→ **Data items**
%%

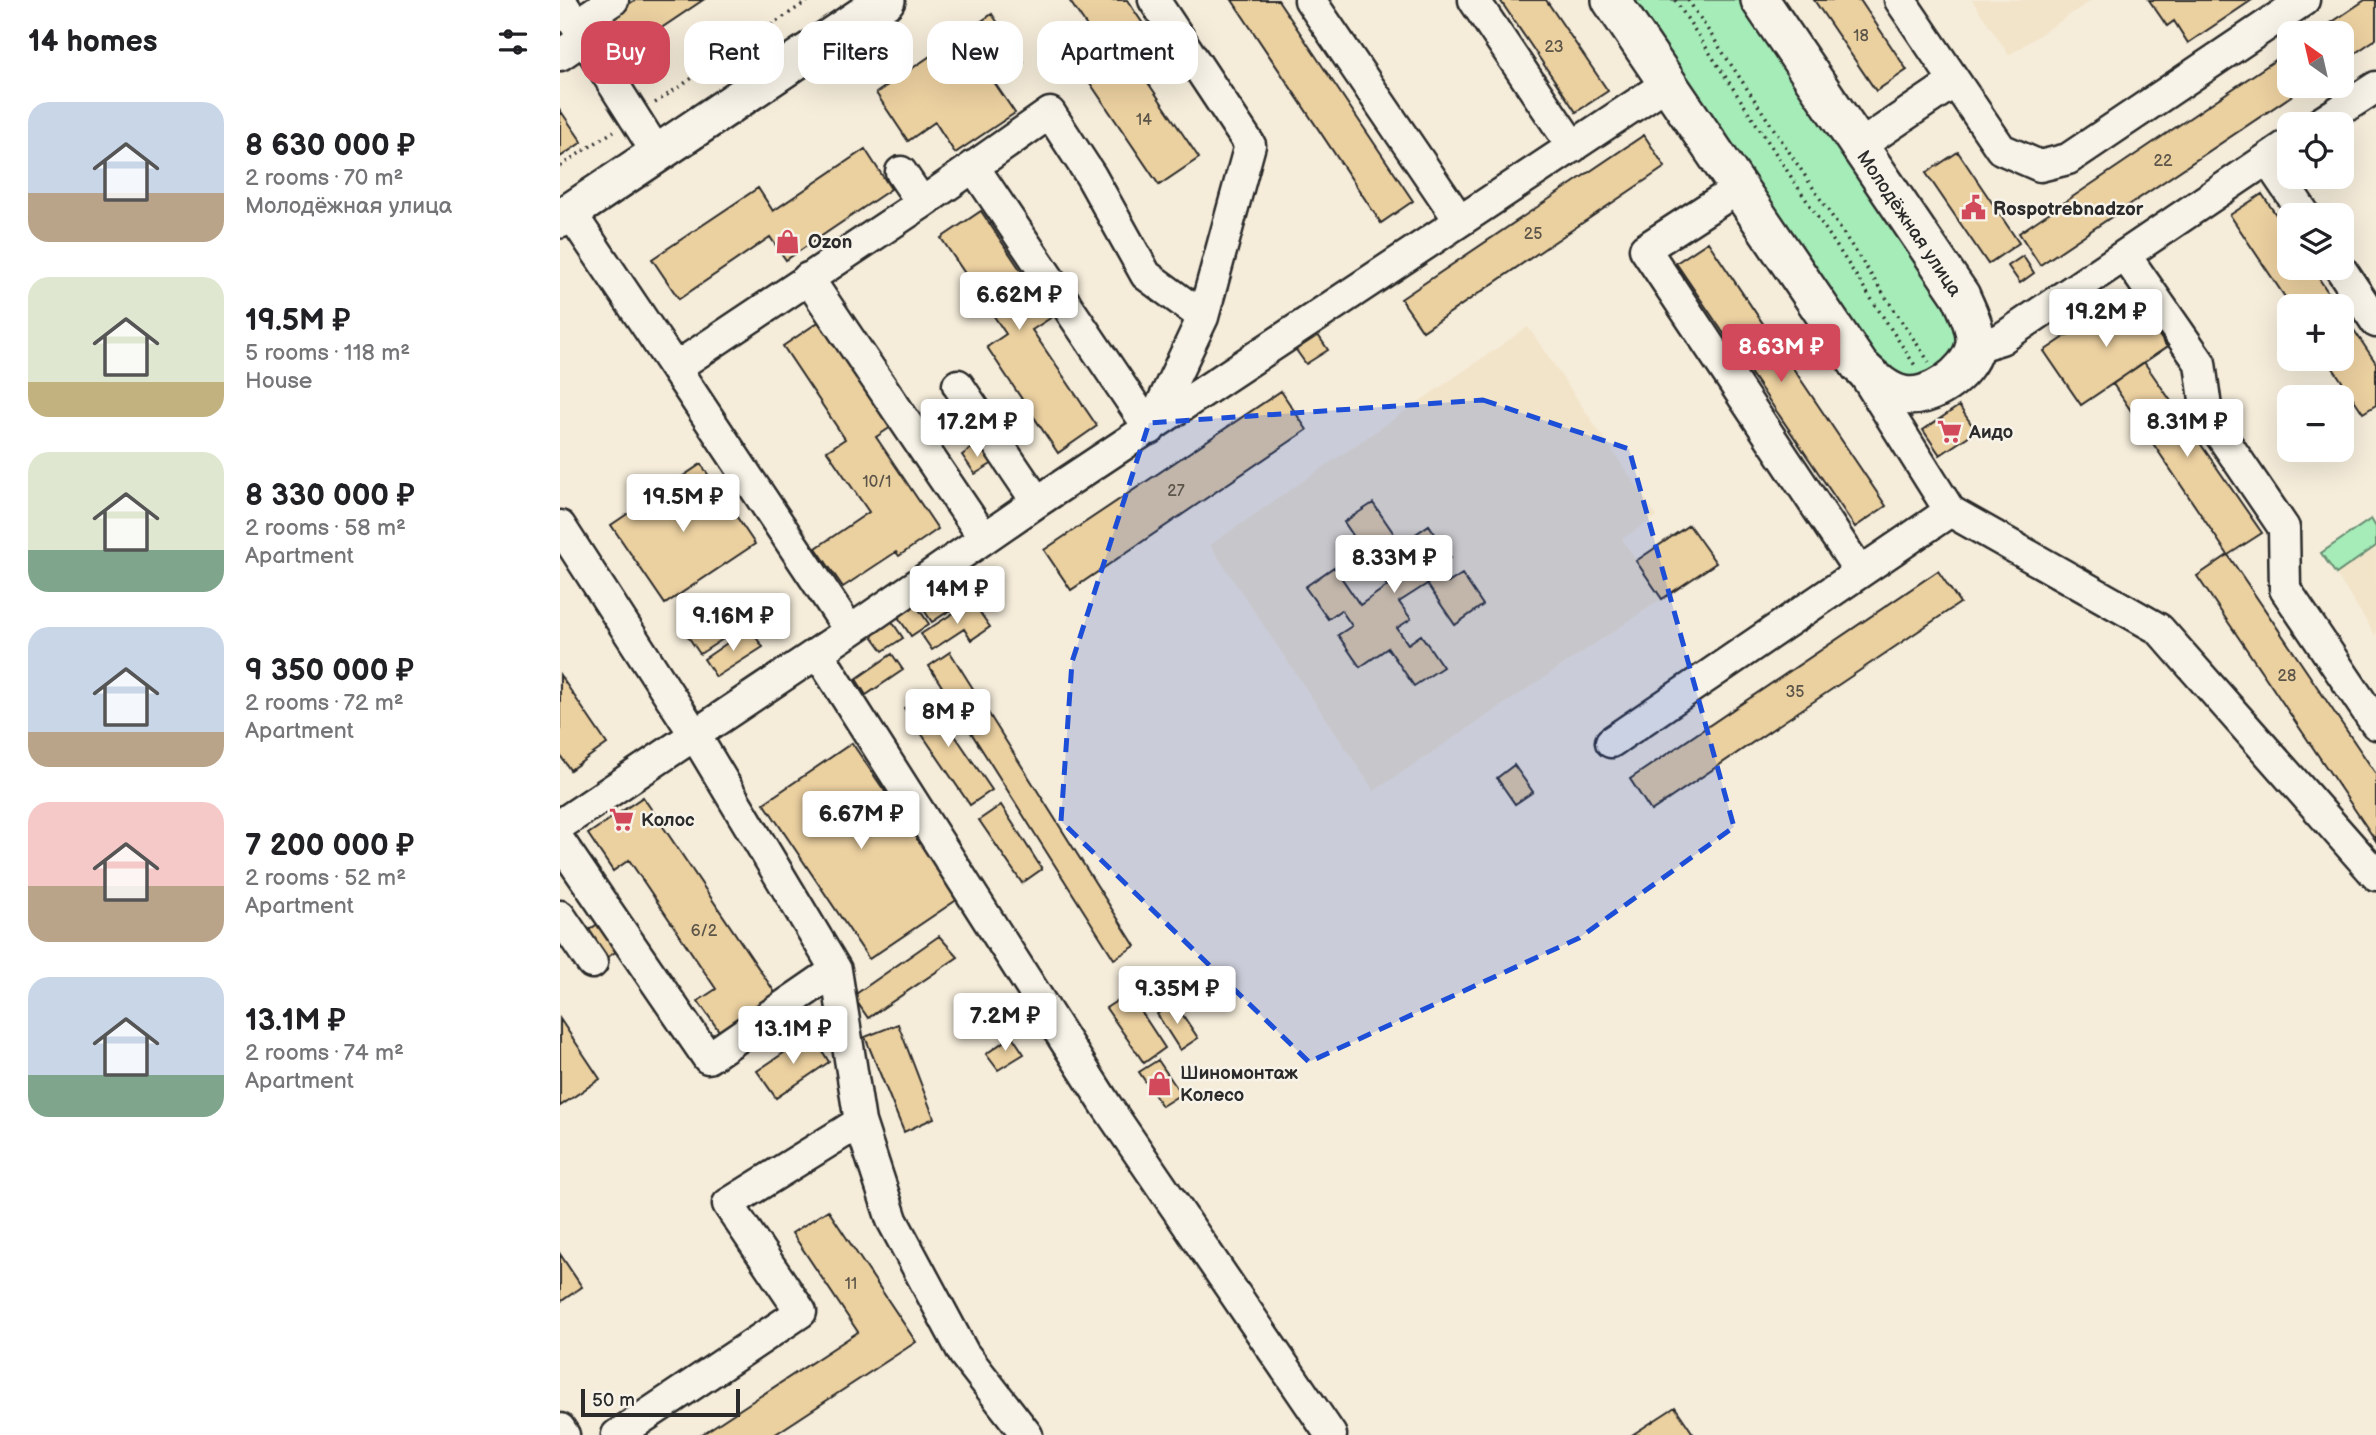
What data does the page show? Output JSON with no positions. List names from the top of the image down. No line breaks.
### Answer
{"streets":{"main road":["Молодёжная улица"]},"places":{"public building":["Rospotrebnadzor"],"shop":["Ozon","Шиномонтаж Колесо"],"supermarket":["Аидо","Колос"]},"house_numbers":["18","23","14","22","25","10/1","27","28","35","6/2","11"],"scale_bar":"50 m","north":"top left","page":{"heading":"14 homes","map_buttons":["+","−"],"chip":["Buy","Rent","Filters","New","Apartment"],"list":[{"name":"8 630 000 ₽","note":"2 rooms · 70 m² · Молодёжная улица"},{"name":"19.5M ₽","note":"5 rooms · 118 m² · House"},{"name":"8 330 000 ₽","note":"2 rooms · 58 m² · Apartment"},{"name":"9 350 000 ₽","note":"2 rooms · 72 m² · Apartment"},{"name":"7 200 000 ₽","note":"2 rooms · 52 m² · Apartment"},{"name":"13.1M ₽","note":"2 rooms · 74 m² · Apartment"}],"price":["6.62M ₽","19.2M ₽","8.63M ₽","17.2M ₽","8.31M ₽","19.5M ₽","8.33M ₽","14M ₽","9.16M ₽","8M ₽","6.67M ₽","9.35M ₽","7.2M ₽","13.1M ₽"],"scale":"50 m"}}
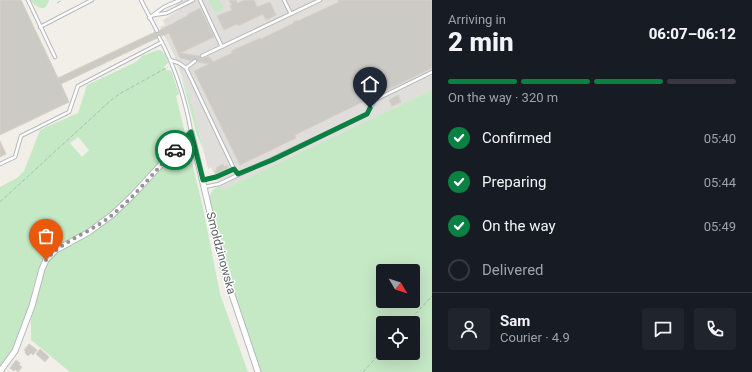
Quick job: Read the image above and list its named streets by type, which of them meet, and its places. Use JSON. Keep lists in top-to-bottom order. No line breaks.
{"streets":{"street":["Smołdzinowska"]},"north":"bottom right","page":{"heading":["2 min","Arriving in","06:07–06:12"],"panel":["Sam","Courier · 4.9"],"bar":"On the way · 320 m","list":[["Confirmed","05:40"],["Preparing","05:44"],["On the way","05:49"],"Delivered"]}}
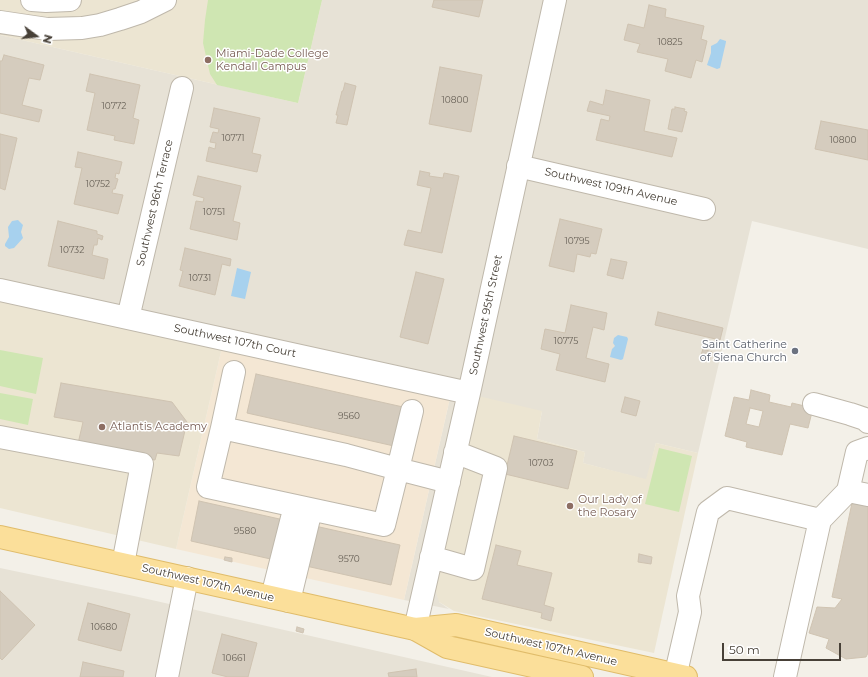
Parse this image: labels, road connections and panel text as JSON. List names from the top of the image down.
{
  "streets": {
    "main road": ["Southwest 107th Avenue"],
    "street": [
      "Southwest 109th Avenue",
      "Southwest 96th Terrace",
      "Southwest 95th Street",
      "Southwest 107th Court"
    ]
  },
  "crossings": [
    ["Southwest 109th Avenue", "Southwest 95th Street"],
    ["Southwest 96th Terrace", "Southwest 107th Court"],
    ["Southwest 95th Street", "Southwest 107th Court"],
    ["Southwest 95th Street", "Southwest 107th Avenue"]
  ],
  "places": [
    "Miami-Dade College Kendall Campus",
    "Saint Catherine of Siena Church",
    "Atlantis Academy",
    "Our Lady of the Rosary"
  ],
  "house_numbers": [
    "10825",
    "10800",
    "10772",
    "10771",
    "10800",
    "10752",
    "10751",
    "10795",
    "10732",
    "10731",
    "10775",
    "9560",
    "10703",
    "9580",
    "9570",
    "10680",
    "10661"
  ],
  "scale_bar": "50 m",
  "north": "right"
}
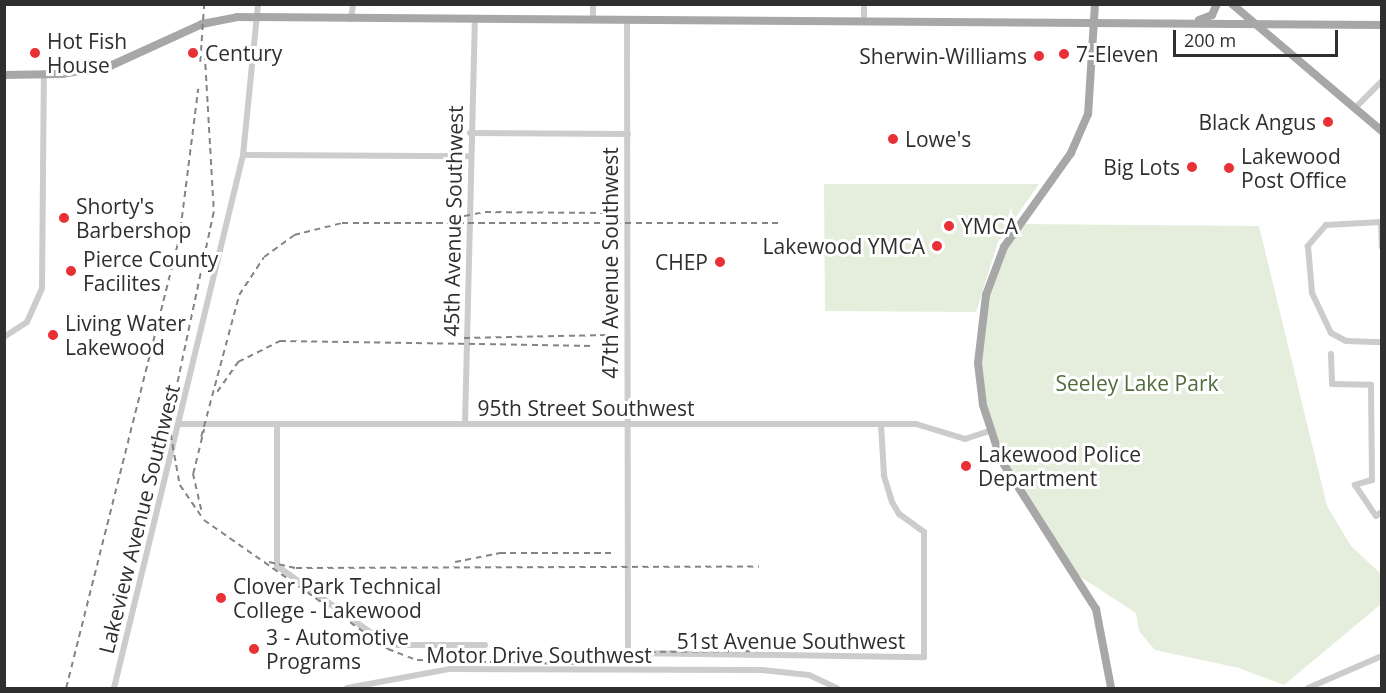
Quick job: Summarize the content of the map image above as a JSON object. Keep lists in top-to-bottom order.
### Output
{
  "streets": {
    "street": [
      "45th Avenue Southwest",
      "47th Avenue Southwest",
      "95th Street Southwest",
      "Lakeview Avenue Southwest",
      "51st Avenue Southwest",
      "Motor Drive Southwest"
    ]
  },
  "crossings": [
    ["45th Avenue Southwest", "95th Street Southwest"],
    ["47th Avenue Southwest", "95th Street Southwest"],
    ["47th Avenue Southwest", "51st Avenue Southwest"],
    ["95th Street Southwest", "Lakeview Avenue Southwest"],
    ["95th Street Southwest", "51st Avenue Southwest"]
  ],
  "parks": ["Seeley Lake Park"],
  "places": [
    "Hot Fish House",
    "Century",
    "7-Eleven",
    "Sherwin-Williams",
    "Black Angus",
    "Lowe's",
    "Big Lots",
    "Lakewood Post Office",
    "Shorty's Barbershop",
    "YMCA",
    "Lakewood YMCA",
    "CHEP",
    "Pierce County Facilites",
    "Living Water Lakewood",
    "Lakewood Police Department",
    "Clover Park Technical College - Lakewood",
    "3 - Automotive Programs"
  ],
  "scale_bar": "200 m"
}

%%

→ **PROBLEM DETAILS**
Repeat every record exactly, but not the pictures.

→ **PROBLEM SOLUTION**
What data does the page show? Output JSON with no positions. List names from the top of the image down. No line breaks.
### Answer
{"streets":{"main road":["Молодёжная улица"]},"places":{"public building":["Rospotrebnadzor"],"shop":["Ozon","Шиномонтаж Колесо"],"supermarket":["Аидо","Колос"]},"house_numbers":["18","23","14","22","25","10/1","27","28","35","6/2","11"],"scale_bar":"50 m","north":"top left","page":{"heading":"14 homes","map_buttons":["+","−"],"chip":["Buy","Rent","Filters","New","Apartment"],"list":[{"name":"8 630 000 ₽","note":"2 rooms · 70 m² · Молодёжная улица"},{"name":"19.5M ₽","note":"5 rooms · 118 m² · House"},{"name":"8 330 000 ₽","note":"2 rooms · 58 m² · Apartment"},{"name":"9 350 000 ₽","note":"2 rooms · 72 m² · Apartment"},{"name":"7 200 000 ₽","note":"2 rooms · 52 m² · Apartment"},{"name":"13.1M ₽","note":"2 rooms · 74 m² · Apartment"}],"price":["6.62M ₽","19.2M ₽","8.63M ₽","17.2M ₽","8.31M ₽","19.5M ₽","8.33M ₽","14M ₽","9.16M ₽","8M ₽","6.67M ₽","9.35M ₽","7.2M ₽","13.1M ₽"],"scale":"50 m"}}
Quick job: Read the image above and list its named streets by type, which of them meet, and its places. Use JSON. Keep lists in top-to-bottom order. No line breaks.
{"streets":{"street":["Smołdzinowska"]},"north":"bottom right","page":{"heading":["2 min","Arriving in","06:07–06:12"],"panel":["Sam","Courier · 4.9"],"bar":"On the way · 320 m","list":[["Confirmed","05:40"],["Preparing","05:44"],["On the way","05:49"],"Delivered"]}}
Parse this image: labels, road connections and panel text as JSON. List names from the top of the image down.
{
  "streets": {
    "main road": ["Southwest 107th Avenue"],
    "street": [
      "Southwest 109th Avenue",
      "Southwest 96th Terrace",
      "Southwest 95th Street",
      "Southwest 107th Court"
    ]
  },
  "crossings": [
    ["Southwest 109th Avenue", "Southwest 95th Street"],
    ["Southwest 96th Terrace", "Southwest 107th Court"],
    ["Southwest 95th Street", "Southwest 107th Court"],
    ["Southwest 95th Street", "Southwest 107th Avenue"]
  ],
  "places": [
    "Miami-Dade College Kendall Campus",
    "Saint Catherine of Siena Church",
    "Atlantis Academy",
    "Our Lady of the Rosary"
  ],
  "house_numbers": [
    "10825",
    "10800",
    "10772",
    "10771",
    "10800",
    "10752",
    "10751",
    "10795",
    "10732",
    "10731",
    "10775",
    "9560",
    "10703",
    "9580",
    "9570",
    "10680",
    "10661"
  ],
  "scale_bar": "50 m",
  "north": "right"
}
Quick job: Summarize the content of the map image above as a JSON object. Keep lists in top-to-bottom order.
### Output
{
  "streets": {
    "street": [
      "45th Avenue Southwest",
      "47th Avenue Southwest",
      "95th Street Southwest",
      "Lakeview Avenue Southwest",
      "51st Avenue Southwest",
      "Motor Drive Southwest"
    ]
  },
  "crossings": [
    ["45th Avenue Southwest", "95th Street Southwest"],
    ["47th Avenue Southwest", "95th Street Southwest"],
    ["47th Avenue Southwest", "51st Avenue Southwest"],
    ["95th Street Southwest", "Lakeview Avenue Southwest"],
    ["95th Street Southwest", "51st Avenue Southwest"]
  ],
  "parks": ["Seeley Lake Park"],
  "places": [
    "Hot Fish House",
    "Century",
    "7-Eleven",
    "Sherwin-Williams",
    "Black Angus",
    "Lowe's",
    "Big Lots",
    "Lakewood Post Office",
    "Shorty's Barbershop",
    "YMCA",
    "Lakewood YMCA",
    "CHEP",
    "Pierce County Facilites",
    "Living Water Lakewood",
    "Lakewood Police Department",
    "Clover Park Technical College - Lakewood",
    "3 - Automotive Programs"
  ],
  "scale_bar": "200 m"
}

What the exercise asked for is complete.